** Opening Material provided block **

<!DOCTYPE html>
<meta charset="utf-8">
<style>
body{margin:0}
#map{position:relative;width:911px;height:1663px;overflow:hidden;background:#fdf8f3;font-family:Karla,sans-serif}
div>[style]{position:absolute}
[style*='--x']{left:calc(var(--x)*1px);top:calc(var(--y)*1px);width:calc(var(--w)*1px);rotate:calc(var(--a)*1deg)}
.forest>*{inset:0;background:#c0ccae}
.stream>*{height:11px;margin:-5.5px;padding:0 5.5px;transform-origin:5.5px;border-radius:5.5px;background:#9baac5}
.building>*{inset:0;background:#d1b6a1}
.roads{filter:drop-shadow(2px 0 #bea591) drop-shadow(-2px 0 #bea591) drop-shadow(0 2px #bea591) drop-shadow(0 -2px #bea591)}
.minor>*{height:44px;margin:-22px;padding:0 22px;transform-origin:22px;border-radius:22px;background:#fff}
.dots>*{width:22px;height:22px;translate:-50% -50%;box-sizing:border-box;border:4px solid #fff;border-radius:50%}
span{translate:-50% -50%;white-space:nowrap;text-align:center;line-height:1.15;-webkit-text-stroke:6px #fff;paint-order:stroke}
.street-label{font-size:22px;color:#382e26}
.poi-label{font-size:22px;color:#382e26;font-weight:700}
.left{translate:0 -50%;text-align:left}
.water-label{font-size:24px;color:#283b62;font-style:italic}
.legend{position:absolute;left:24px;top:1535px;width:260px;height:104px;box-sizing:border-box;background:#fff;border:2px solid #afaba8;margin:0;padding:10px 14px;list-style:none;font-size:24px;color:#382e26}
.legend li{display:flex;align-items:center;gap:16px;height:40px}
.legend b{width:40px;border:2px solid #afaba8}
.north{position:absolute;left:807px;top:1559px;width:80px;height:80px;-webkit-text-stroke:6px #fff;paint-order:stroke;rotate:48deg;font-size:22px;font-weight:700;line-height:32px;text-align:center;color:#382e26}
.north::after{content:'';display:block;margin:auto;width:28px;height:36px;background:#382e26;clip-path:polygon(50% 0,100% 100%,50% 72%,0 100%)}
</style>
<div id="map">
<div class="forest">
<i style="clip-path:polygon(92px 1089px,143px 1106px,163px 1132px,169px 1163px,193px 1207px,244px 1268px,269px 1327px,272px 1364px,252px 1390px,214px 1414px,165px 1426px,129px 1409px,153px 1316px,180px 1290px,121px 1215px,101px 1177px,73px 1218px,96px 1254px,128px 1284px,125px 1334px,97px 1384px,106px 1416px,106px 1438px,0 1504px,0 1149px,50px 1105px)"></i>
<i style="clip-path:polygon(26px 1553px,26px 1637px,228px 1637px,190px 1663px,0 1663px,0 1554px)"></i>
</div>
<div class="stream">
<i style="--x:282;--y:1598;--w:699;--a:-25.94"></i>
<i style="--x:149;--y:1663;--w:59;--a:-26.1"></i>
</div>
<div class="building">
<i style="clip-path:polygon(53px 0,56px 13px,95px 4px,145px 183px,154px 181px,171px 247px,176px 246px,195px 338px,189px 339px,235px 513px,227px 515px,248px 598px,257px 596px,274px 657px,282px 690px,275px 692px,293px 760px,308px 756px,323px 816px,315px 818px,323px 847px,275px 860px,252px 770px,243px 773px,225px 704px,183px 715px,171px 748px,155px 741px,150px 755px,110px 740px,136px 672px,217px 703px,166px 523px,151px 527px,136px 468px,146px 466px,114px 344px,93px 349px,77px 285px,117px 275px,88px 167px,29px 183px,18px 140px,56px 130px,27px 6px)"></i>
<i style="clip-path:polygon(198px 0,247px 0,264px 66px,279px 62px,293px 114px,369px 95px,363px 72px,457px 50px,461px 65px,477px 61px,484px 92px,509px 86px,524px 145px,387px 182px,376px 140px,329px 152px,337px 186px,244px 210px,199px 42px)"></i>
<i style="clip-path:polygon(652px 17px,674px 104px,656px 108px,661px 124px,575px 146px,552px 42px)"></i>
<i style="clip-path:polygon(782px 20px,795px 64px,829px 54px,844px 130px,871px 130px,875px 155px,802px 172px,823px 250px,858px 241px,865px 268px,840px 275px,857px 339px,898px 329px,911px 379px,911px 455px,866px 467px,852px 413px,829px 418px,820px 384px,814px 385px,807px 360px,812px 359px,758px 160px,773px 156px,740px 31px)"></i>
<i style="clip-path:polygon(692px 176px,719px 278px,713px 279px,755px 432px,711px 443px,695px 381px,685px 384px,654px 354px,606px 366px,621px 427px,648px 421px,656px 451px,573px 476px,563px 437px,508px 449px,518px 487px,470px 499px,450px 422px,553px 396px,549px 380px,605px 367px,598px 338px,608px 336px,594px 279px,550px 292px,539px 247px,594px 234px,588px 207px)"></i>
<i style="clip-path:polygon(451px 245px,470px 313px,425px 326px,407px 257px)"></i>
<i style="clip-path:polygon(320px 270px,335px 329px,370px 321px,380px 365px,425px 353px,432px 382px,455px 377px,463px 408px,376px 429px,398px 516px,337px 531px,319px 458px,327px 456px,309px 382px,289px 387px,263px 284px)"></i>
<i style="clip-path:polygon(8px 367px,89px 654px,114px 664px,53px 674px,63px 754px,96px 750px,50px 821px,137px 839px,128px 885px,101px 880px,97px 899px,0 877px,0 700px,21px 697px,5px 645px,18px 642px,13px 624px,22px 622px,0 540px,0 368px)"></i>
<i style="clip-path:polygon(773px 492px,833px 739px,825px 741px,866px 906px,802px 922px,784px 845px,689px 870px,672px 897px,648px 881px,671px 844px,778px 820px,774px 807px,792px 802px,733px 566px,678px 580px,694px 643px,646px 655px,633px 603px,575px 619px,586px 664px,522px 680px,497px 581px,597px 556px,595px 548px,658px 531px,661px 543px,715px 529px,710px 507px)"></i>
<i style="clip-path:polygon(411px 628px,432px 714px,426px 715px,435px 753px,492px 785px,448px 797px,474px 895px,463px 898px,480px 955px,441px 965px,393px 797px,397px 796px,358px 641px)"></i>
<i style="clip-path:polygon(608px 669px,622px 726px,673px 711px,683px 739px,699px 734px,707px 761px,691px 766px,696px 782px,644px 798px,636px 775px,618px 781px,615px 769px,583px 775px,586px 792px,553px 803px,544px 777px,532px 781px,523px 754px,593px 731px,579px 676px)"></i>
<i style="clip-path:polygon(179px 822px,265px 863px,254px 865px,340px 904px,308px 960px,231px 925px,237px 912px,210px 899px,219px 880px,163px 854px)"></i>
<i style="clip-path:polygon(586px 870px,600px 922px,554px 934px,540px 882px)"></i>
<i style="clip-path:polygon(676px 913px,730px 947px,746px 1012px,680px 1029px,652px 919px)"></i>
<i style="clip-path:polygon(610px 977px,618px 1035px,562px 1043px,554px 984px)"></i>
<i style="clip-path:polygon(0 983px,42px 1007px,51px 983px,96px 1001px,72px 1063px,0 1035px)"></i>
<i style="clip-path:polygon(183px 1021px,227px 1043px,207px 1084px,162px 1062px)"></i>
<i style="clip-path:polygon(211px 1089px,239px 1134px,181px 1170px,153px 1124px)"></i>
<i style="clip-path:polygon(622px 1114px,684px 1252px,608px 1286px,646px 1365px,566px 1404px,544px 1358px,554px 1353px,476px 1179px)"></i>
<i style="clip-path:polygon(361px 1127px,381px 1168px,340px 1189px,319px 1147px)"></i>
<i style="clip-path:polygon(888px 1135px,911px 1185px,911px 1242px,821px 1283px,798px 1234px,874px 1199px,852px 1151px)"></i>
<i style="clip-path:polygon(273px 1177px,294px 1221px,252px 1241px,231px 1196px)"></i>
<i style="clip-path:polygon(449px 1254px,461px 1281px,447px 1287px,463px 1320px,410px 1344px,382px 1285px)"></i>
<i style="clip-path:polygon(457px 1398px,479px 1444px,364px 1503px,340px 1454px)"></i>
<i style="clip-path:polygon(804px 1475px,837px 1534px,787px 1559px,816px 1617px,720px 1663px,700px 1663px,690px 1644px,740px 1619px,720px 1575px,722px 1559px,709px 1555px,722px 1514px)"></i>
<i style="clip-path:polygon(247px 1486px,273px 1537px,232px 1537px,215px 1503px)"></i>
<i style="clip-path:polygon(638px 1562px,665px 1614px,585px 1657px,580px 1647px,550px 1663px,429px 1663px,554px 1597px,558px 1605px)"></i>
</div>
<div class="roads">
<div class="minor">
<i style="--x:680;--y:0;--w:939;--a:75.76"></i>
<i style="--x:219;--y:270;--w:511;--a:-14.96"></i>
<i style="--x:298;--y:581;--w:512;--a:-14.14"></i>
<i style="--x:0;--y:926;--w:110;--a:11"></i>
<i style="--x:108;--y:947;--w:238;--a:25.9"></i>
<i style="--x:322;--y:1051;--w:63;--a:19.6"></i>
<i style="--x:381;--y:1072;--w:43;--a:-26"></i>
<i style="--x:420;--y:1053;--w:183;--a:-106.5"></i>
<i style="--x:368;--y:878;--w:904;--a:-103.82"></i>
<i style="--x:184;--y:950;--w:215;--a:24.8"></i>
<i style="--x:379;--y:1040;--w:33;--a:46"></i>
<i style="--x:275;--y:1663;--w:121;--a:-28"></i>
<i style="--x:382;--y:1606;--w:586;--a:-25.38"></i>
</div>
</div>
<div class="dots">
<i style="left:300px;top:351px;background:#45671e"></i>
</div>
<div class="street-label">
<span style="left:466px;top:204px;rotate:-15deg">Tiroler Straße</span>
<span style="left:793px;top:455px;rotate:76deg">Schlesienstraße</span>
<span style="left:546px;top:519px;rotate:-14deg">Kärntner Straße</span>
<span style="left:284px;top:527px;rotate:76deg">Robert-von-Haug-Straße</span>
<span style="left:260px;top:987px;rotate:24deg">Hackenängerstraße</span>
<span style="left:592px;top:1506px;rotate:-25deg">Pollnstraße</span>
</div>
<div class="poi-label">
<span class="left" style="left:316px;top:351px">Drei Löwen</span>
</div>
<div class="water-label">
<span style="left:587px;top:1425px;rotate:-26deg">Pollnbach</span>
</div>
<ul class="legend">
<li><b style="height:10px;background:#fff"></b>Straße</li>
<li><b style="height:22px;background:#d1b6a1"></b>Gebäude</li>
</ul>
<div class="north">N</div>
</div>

** Closing Material provided block **

Task to carry out → Output exactly the span of lines beginning at the first line of the records and ending at the line that holds "0 #bea591) drop-shadow(-2px", inclusive, with no other text.

Problem solution →
<!DOCTYPE html>
<meta charset="utf-8">
<style>
body{margin:0}
#map{position:relative;width:911px;height:1663px;overflow:hidden;background:#fdf8f3;font-family:Karla,sans-serif}
div>[style]{position:absolute}
[style*='--x']{left:calc(var(--x)*1px);top:calc(var(--y)*1px);width:calc(var(--w)*1px);rotate:calc(var(--a)*1deg)}
.forest>*{inset:0;background:#c0ccae}
.stream>*{height:11px;margin:-5.5px;padding:0 5.5px;transform-origin:5.5px;border-radius:5.5px;background:#9baac5}
.building>*{inset:0;background:#d1b6a1}
.roads{filter:drop-shadow(2px 0 #bea591) drop-shadow(-2px 0 #bea591) drop-shadow(0 2px #bea591) drop-shadow(0 -2px #bea591)}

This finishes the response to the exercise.